Tuesday, July 7, 2009

Cell tower to rise atop roof

From the BCCT:

Cell tower to rise atop roof

By: DANNY ADLER
Bucks County Courier Times
A land use and two height variances cleared the way for T-Mobile Northeast to construct the 102-foot tower.
Three was the lucky number for T-Mobile Northeast LLC on Monday.
During the third session of a zoning hearing, zoning officials approved in a 3-0 vote three separate variances for the company's third proposal to bring a cell phone tower to Morrisville.
T-Mobile in May first proposed a 102-foot, three-sided cell tower "stealthed" as a clock tower in the parking lot of the Morrisville Shopping Center at East Trenton and North Pennsylvania avenues.

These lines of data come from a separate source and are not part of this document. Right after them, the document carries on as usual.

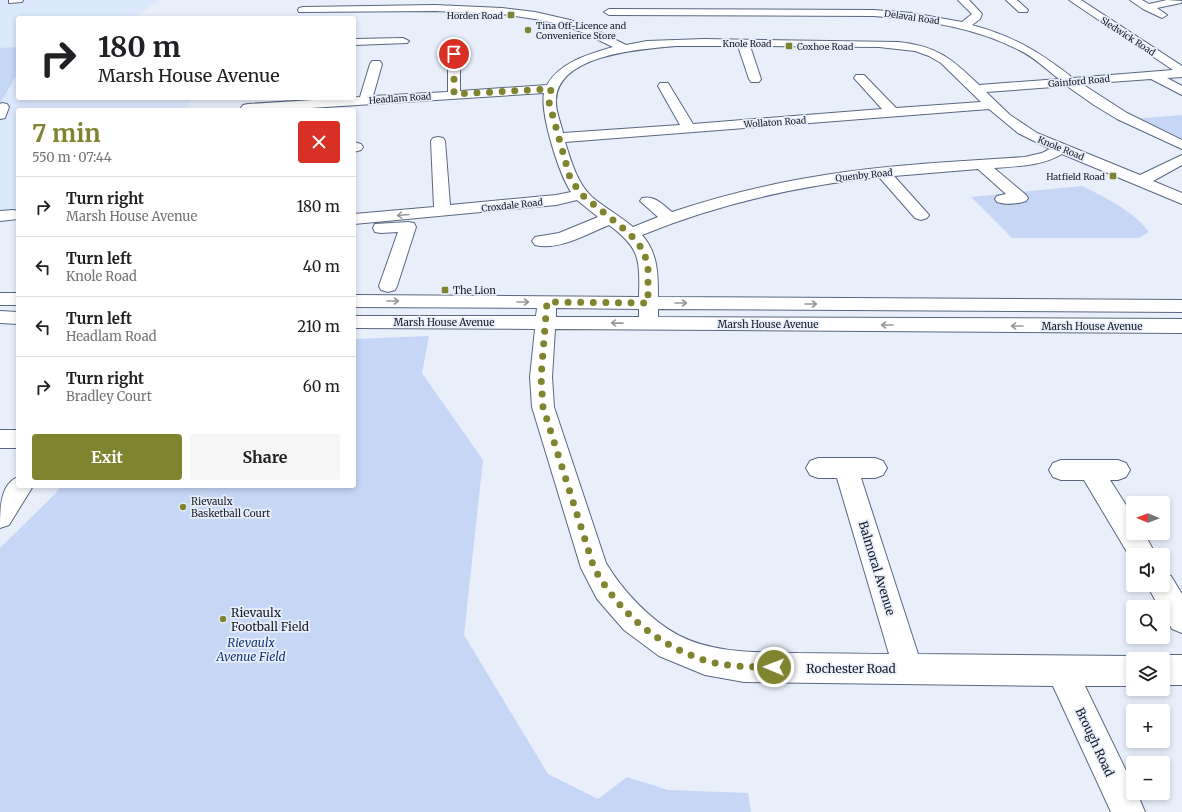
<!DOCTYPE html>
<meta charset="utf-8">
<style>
:root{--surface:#fff;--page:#f6f6f6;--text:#202124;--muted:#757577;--line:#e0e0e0;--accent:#81842e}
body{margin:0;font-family:Merriweather,serif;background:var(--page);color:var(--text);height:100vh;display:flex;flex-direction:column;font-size:15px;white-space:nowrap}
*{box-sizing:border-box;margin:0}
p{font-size:13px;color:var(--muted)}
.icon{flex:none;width:22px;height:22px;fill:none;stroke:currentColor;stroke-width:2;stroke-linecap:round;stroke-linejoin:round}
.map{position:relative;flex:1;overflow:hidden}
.panel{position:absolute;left:16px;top:108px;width:340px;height:380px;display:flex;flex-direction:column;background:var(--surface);border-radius:4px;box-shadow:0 2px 6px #0003}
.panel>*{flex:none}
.hud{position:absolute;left:16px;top:16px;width:340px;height:84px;border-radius:4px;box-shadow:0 2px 6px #0003;background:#fff;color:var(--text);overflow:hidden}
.needle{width:26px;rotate:271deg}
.tools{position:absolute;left:1126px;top:496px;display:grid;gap:8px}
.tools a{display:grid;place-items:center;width:44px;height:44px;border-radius:4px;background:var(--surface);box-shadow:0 2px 6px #0003;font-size:20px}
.pin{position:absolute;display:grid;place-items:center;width:34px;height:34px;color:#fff;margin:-17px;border:2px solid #fff;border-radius:50%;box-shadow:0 1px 4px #0007}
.me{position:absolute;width:44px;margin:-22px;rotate:271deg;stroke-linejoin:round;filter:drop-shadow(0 0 3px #0008)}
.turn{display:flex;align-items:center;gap:14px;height:84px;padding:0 16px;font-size:18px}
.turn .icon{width:52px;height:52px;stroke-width:2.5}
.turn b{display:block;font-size:28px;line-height:34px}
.round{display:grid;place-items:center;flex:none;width:42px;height:42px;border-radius:4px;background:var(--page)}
.head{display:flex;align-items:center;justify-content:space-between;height:68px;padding:0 16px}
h1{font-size:24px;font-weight:700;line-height:30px;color:var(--accent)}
.button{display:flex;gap:8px;margin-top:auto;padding:8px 16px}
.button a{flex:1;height:46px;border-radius:4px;background:var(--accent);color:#fff;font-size:16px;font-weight:700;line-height:46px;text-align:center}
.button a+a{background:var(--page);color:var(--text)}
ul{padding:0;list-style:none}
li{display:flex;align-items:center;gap:12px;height:60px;padding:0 16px;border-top:1px solid var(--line)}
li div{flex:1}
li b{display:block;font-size:15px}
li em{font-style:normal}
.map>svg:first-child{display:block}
.built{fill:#dbe8fd}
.green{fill:#c5d7f5}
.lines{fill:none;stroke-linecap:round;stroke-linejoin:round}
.minor-casing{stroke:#596880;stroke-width:2}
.minor{fill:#fff;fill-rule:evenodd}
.oneway{stroke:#97999e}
.route{stroke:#81842e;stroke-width:7;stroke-dasharray:0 12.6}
.poi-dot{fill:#81842e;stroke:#e8effb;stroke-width:1.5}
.labels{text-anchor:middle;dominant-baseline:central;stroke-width:3.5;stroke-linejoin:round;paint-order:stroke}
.far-poi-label{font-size:9px;fill:#171d27;stroke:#e8effb;text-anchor:end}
.far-street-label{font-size:9px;fill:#171d27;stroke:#e8effb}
.poi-label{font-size:10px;fill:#171d27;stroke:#e8effb;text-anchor:start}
.street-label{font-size:10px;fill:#171d27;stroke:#e8effb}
.near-street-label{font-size:12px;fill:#171d27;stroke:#e8effb}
.near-poi-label{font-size:12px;fill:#171d27;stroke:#e8effb;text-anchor:start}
.near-park-label{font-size:12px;font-style:italic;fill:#123676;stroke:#e8effb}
</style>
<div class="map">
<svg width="1182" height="812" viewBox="0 0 1182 812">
<rect width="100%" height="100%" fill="#e8effb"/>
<path class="built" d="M 0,0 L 159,0 L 134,18 L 18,18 L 18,98 L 192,98 L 185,110 L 18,110 L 18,212 L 0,214 Z"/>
<path class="green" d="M 18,47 L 18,73 L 0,103 L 0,48 Z
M 1182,115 L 1182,142 L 1133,119 Z
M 1082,186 C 1106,198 1132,210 1149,232 L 1139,238 L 1012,238 L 971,197 Z
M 429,336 L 422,373 L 483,460 L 464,635 L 548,774 L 598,799 L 627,777 L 668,790 L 748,793 L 751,812 L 0,812 L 0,548 L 56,493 L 61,486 L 354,486 L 354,339 Z"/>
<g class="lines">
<defs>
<path id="minor" d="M 9,0 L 23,0 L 22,2 L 9,3 Z
M 958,0 L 969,0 L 982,14 L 980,19 L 972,25 C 1015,37 1038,51 1073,78 L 1173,70 L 1069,0 L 1081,0 L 1182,66 L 1182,77 L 1167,78 L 1182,86 L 1182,95 L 1151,79 L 1082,84 L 1127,113 L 1182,140 L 1182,149 L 1117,119 L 1094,105 L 1067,86 L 986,92 L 1010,115 L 1037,133 L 1140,175 L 1182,155 L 1182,165 L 1153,181 L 1182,193 L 1182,204 L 1062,154 C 1042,166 1018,166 994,168 L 1026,195 L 1028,198 L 1026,201 C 1017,204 1006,205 997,202 L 995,199 L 997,196 L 1006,194 L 978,169 L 894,176 L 929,215 L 927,218 L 921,220 L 915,218 L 879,177 C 797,186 718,204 642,235 C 658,253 658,274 658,297 L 1182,300 L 1182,312 L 658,309 L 658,317 L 1182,319 L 1182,333 L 555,329 L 552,377 L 554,407 L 606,563 C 622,590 650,620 678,635 C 714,654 758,652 798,653 C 828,653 859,654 889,654 L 837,478 L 818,478 L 810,475 L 806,468 L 810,461 L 818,458 L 875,458 L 883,461 L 887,468 L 883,475 L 875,478 L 861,478 L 918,654 L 1133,656 L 1140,659 L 1133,659 L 1133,686 L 1085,686 L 1133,785 L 1133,793 L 1137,793 L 1145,812 L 1111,812 L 1053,686 L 744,682 L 705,675 L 659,656 L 624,630 L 597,599 L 581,568 L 532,407 L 530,377 L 535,329 L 354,328 L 354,316 L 536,316 L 537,308 L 354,307 L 354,295 L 639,297 C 640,259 640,248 609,225 C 587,234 559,251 535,245 L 532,241 L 535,237 L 559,233 L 598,217 L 577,200 L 556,205 L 354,224 L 354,214 L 434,207 L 431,141 L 433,138 L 438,137 L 443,138 L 445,141 L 450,205 L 556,195 L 571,192 C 559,174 540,114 544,93 L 279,110 L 243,110 L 241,108 L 243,105 L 248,104 L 360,97 L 370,64 L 372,61 L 380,61 L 382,64 L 373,96 L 448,92 L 448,54 L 450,52 L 458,52 L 460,54 L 460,91 L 547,85 C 560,62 589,54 613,47 L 584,33 L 563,25 L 535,19 L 502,14 L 435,11 L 299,12 L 298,10 L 299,8 L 303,7 L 435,5 L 502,8 L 535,12 L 570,20 L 592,28 L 626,45 L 647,41 L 704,39 L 898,42 C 937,46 951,58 979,85 L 1059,79 C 1046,69 1034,57 1019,50 C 974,27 924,20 874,16 L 609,15 L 604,12 L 609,9 L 874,10 L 912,13 L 962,22 L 972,14 ZM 676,46 L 738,46 L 749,79 L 751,82 L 759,82 L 761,79 L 750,46 L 879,47 L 915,51 L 929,56 L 941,63 L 981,102 L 896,108 L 864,75 L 856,75 L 854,78 L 882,109 L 693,124 L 668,83 L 660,83 L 658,86 L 680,125 L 563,133 C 561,123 555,110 556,100 C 558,54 642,49 676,46 ZM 989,109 L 1018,133 L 1050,149 L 1042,153 L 1025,157 C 950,162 875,165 801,179 C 757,187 714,198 672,212 C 663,205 655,195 642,198 L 640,201 L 658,217 L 633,227 C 620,216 605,208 592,197 C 577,183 571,161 565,142 ZM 556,308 L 639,309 L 639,317 L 556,317 Z
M 1006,0 L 1017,0 L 1028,10 L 1027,12 L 1019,12 Z
M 1130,0 L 1142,0 L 1149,4 L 1167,0 L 1182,1 L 1181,3 L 1157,8 L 1167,15 L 1162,18 L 1143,9 Z
M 403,38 L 409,41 L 407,43 L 354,45 L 354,39 Z
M 2,103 L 7,104 L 9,107 L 5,118 L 0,119 L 0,104 Z
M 354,142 L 361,144 L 363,147 L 361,150 L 354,152 Z
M 13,210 L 18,211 L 18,219 L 0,221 L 0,211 Z
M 408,222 L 414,223 L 416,227 L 397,286 L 395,290 L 388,292 L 381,290 L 379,286 L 398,232 L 381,233 L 375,232 L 373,228 L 375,224 Z
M 0,293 L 18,293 L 18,305 L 0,305 Z
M 0,311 L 18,312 L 18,324 L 0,323 Z
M 0,430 L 18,430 L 18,448 L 0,448 Z
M 1061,460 L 1118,460 L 1126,463 L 1130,470 L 1126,477 L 1118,480 L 1110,480 L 1133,516 L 1133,533 L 1144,533 L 1156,555 L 1133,555 L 1133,562 L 1084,480 L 1061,480 L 1053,477 L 1049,470 L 1053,463 Z
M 18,477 L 18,486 L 33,486 L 9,525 L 0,528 C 0,510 0,484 18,477 Z
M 1163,573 L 1171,576 L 1182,594 L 1182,633 L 1172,629 L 1163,613 L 1163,607 L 1159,607 L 1147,585 L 1163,585 Z
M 1163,655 L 1182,655 L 1182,685 L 1163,685 L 1163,659 L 1154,659 Z"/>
</defs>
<use href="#minor" class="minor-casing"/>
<use href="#minor" class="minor"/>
</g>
<defs><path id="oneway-shaft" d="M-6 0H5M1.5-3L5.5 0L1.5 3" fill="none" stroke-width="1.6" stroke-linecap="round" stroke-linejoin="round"/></defs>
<g class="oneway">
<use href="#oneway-shaft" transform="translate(403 215) rotate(175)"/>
<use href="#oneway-shaft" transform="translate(393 301)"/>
<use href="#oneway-shaft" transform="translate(523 302)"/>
<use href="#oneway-shaft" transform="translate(681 303)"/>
<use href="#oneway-shaft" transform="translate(811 304)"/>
<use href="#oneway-shaft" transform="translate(617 323) rotate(-179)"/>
<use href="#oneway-shaft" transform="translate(887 325) rotate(-180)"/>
<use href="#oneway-shaft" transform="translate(1017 326) rotate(-180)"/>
</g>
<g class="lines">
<path class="route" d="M 454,54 L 454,94 L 551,89 L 549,102 L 570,178 L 581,194 L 630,234 L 644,251 L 648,269 L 648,303 L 547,302 L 541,377 L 543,407 L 594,568 C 619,612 655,644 704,660 C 726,667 751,667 774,667"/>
</g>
<g class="poi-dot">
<rect x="507" y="11" width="8" height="8" rx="2"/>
<circle cx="528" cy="30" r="4"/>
<rect x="785" y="42" width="8" height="8" rx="2"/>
<rect x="1109" y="172" width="8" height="8" rx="2"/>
<rect x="441" y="286" width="8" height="8" rx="2"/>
<circle cx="183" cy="507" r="4"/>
<circle cx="223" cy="619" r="4"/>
</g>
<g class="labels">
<g class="far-poi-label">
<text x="503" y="15">Horden Road</text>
<text x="536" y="25" text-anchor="start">Tina Off-Licence and<tspan x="536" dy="10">Convenience Store</tspan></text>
<text x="797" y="46" text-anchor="start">Coxhoe Road</text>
<text x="1105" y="176">Hatfield Road</text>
</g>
<g class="far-street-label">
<text transform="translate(912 17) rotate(8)">Delaval Road</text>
<text transform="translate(1128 36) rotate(33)">Sledwick Road</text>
<text x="747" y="43">Knole Road</text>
<text transform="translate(1079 81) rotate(-5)">Gainford Road</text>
<text transform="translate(400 98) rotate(-4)">Headlam Road</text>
<text transform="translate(775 122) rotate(-4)">Wollaton Road</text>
<text transform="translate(1061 148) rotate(22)">Knole Road</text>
<text transform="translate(864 175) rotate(-6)">Quenby Road</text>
<text transform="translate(512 205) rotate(-6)">Croxdale Road</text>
</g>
<g class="poi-label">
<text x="453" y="290">The Lion</text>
<text x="191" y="501">Rievaulx<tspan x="191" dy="12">Basketball Court</tspan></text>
</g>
<g class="street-label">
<text x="444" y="322">Marsh House Avenue</text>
<text x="768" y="324">Marsh House Avenue</text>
<text x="1092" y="326">Marsh House Avenue</text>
</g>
<g class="near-street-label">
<text transform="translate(877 568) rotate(73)">Balmoral Avenue</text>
<text x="851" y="668">Rochester Road</text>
<text transform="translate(1095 742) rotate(65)">Brough Road</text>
</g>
<g class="near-poi-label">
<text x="231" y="612">Rievaulx<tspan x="231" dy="14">Football Field</tspan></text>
</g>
<g class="near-park-label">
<text x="251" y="642">Rievaulx<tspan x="251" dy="14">Avenue Field</tspan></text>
</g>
</g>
</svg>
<div class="tools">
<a><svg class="needle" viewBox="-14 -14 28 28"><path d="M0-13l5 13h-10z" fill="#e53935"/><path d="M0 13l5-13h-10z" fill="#757577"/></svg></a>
<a><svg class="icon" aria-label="sound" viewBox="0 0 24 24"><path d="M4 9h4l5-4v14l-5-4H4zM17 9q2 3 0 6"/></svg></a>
<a><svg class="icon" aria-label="search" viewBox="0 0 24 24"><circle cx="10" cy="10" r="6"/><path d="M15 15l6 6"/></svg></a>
<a><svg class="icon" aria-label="layers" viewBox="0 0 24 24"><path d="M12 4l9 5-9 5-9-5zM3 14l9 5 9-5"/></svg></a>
<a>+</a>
<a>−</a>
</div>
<div class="pin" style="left:454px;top:54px;background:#d93025"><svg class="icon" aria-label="arrive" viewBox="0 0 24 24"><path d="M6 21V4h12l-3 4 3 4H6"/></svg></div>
<svg class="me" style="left:774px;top:667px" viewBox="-20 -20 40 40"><circle r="17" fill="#81842e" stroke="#fff" stroke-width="3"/><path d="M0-11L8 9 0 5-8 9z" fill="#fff"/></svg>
<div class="hud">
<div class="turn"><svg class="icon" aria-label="right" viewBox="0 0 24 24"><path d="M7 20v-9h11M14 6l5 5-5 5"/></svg><div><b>180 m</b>Marsh House Avenue</div></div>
</div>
<section class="panel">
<div class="head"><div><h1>7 min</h1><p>550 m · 07:44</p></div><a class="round" style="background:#d93025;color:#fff"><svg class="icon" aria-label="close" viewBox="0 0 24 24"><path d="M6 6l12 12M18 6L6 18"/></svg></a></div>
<ul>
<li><svg class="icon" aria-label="right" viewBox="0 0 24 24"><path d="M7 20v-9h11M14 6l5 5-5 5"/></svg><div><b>Turn right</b><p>Marsh House Avenue</p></div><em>180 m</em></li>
<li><svg class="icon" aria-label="left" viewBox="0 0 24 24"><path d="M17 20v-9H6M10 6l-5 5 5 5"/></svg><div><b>Turn left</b><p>Knole Road</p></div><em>40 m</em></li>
<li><svg class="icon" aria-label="left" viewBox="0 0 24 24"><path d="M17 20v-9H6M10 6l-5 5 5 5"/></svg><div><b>Turn left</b><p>Headlam Road</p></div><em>210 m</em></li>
<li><svg class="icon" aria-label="right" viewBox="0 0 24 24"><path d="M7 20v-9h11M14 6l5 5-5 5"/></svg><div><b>Turn right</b><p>Bradley Court</p></div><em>60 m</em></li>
</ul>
<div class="button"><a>Exit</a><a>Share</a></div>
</section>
</div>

That proposal was amended in June when the company said it would consider putting up a lattice tower and moving it to the roof of the Dollar Tree store there.
At Monday's hearing, the zoning hearing board approved a land use and two height variances for the third proposal - a tapered, white "flagless flagpole" where the antennas will be hidden inside the structure atop the store.
The cell tower, to stand atop the two-story building, will still top off at 102 feet from the parking lot ground, engineer and project manager Mario Calabretta said.



"It will still give us the height that we need for the antennas," Calabretta said of the tower, which T-Mobile hopes will fill a 2/3-square-mile coverage gap in Morrisville.
While a handful of residents have questioned whether T-Mobile needs to construct the tower in Morrisville, critics said they were pleased that the company listened to their and the zoning hearing board's concerns and revised their plans.
One of the critics, nearby Crown Street resident Bill Setzer, said he was surprised by Monday's amended plan.
"It is less intrusive than the original proposal," he said after the board's unanimous vote by members Steve Schmelzer, Andrew Redmond and Raffaele Persico.
Resident Deborah Colgan encouraged the board to deny the application, saying she didn't feel T-Mobile did enough to demonstrate that other locations couldn't be used for the cell tower.
"It's putting an unattractive utility at the entrance to our town," she said.